Use pd.read_csv() to load text file with tab delimiters
Let’s outline this using a simple example. Suppose we have a text file that has several rows. The values are separated by a tab delimiter. If you want to follow along, you can copy and paste the text into a .txt file:
Person sales
Liam 120
Harry 180
Louis 100
Niall 150
Let’s now go ahead and load it to Pandas. In this example i suumed the file is saved in a folder named data (will work in Windows, Linux or macOS).
import pandas as pd
sales= pd.read_csv('../data/sales_tab.txt')
sales.head()
As you can see below, Pandas didn’t read correctly the tabstops in your file.
| Person\tsales | |
|---|---|
| 0 | Liam\t120 |
| 1 | Harry\t180 |
| 2 | Louis\t100 |
| 3 | Niall\t150 |
The solution is to swith the delimiter=’\t’ parameter of the pd.read_csv() function to define the tabspace as the delimiting character.
sales= pd.read_csv('../data/sales_tab.txt', delimiter='\t')
sales.head()
This is pretty cool. with a couple of code rows you got the text file line by line (including the headers) into your Pandas sales dataframe and now you can start to work with the data.
| Person | sales | |
|---|---|---|
| 0 | Liam | 120 |
| 1 | Harry | 180 |
| 2 | Louis | 100 |
| 3 | Niall | 150 |
Note that you can obviously customize the column headers as needed, by using the names parameter, as shown below.
sales= pd.read_csv('../data/sales_tab.txt', delimiter='\t', names=['singer', 'net worth'])
Read text with no spaces into Pandas
What of the content of the text file is just separated by commas, like a .csv file and the file is encoded as utf-16, as it was probably saved from Excel?
This won’t work:
sales2= pd.read_csv('../data/sales_txt.txt')
You’ll get an encoding error: ‘utf-8’ codec can’t decode byte 0xff in position 0: invalid start byte
Solution is to use the encoding parameter and set it to utf-16 or other relevant encoding as needed:
sales2= pd.read_csv('../data/sales_txt.txt', \
encoding='utf-16')
Troubleshooting Common Issues
Why does pd.read_csv() misalign columns when reading a text file?
Column misalignment usually happens when the delimiter is not set correctly. Tab-separated files need sep='\t', and files with irregular whitespace require sep='\s+' with engine='python'. Check the raw file in a text editor to identify the actual separator character. Another common cause is quoted fields containing the delimiter itself — setting quotechar='"' resolves that. After loading the data correctly, you might want to export a dataframe column to a Python list to verify that values parsed into the right fields.
How do I skip header rows or footer lines when reading a text file?

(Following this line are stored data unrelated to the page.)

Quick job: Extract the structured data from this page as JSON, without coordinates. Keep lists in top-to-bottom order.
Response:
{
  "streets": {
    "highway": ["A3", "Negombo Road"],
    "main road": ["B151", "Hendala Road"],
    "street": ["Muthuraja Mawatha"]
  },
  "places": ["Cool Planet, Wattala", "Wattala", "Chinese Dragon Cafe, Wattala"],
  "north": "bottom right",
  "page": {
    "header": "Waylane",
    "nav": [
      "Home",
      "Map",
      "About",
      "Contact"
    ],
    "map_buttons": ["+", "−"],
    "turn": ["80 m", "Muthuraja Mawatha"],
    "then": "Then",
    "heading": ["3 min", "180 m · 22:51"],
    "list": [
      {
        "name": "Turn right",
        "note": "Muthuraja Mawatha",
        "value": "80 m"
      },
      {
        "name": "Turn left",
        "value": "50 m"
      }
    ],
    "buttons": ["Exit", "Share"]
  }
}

Use skiprows to ignore lines at the top and skipfooter for lines at the bottom. For example, pd.read_csv('data.txt', sep='\t', skiprows=3, skipfooter=2, engine='python') skips the first three and last two lines. You can also pass a list to skiprows, such as skiprows=[0, 2, 5], to skip specific non-consecutive lines. Once your data is loaded cleanly, columns that contain combined values can be separated using techniques for splitting one column into multiple columns to normalize your dataset for analysis.
What encoding should I use when pd.read_csv() throws a UnicodeDecodeError?
Start with encoding='utf-8', which covers most modern files. If that fails, try encoding='latin-1' or encoding='cp1252' for files created on Windows systems. You can detect the encoding programmatically with the chardet library by reading the first few thousand bytes of the file. As a last resort, encoding='utf-8' combined with errors='replace' substitutes unreadable characters with a placeholder rather than crashing the import entirely.